Top of EXTRACTED MATERIAL

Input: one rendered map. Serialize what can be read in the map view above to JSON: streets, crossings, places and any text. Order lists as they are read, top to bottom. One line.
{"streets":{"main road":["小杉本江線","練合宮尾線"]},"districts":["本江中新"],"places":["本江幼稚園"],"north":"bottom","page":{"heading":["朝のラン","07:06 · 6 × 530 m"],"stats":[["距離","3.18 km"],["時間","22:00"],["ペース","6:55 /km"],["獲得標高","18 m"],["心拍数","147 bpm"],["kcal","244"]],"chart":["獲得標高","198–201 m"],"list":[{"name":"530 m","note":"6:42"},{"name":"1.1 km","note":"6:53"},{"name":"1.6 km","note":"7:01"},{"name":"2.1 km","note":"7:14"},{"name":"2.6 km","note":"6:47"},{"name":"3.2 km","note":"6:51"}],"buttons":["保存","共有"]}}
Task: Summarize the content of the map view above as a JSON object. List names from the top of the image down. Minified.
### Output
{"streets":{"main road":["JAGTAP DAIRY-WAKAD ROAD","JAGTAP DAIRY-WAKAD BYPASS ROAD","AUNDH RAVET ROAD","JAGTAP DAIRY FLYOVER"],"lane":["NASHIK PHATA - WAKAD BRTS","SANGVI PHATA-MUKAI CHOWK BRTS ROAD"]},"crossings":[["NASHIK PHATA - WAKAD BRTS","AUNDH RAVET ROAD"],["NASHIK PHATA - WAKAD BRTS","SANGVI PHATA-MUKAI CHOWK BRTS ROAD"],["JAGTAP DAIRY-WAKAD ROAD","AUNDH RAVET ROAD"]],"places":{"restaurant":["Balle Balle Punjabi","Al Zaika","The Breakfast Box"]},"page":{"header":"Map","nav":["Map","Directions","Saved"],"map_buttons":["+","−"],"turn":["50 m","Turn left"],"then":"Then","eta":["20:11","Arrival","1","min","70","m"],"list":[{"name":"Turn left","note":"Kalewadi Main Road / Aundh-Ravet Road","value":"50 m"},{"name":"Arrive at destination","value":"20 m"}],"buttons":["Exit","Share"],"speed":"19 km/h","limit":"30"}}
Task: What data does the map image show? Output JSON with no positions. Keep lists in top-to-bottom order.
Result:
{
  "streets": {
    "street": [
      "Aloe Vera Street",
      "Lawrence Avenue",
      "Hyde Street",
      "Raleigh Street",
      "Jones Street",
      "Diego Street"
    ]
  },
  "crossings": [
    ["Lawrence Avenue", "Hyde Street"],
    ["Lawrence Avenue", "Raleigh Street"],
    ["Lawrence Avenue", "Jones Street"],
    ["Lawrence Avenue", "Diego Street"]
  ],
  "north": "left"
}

Bottom of EXTRACTED MATERIAL

Output only the count of lines in the data containing "image".

2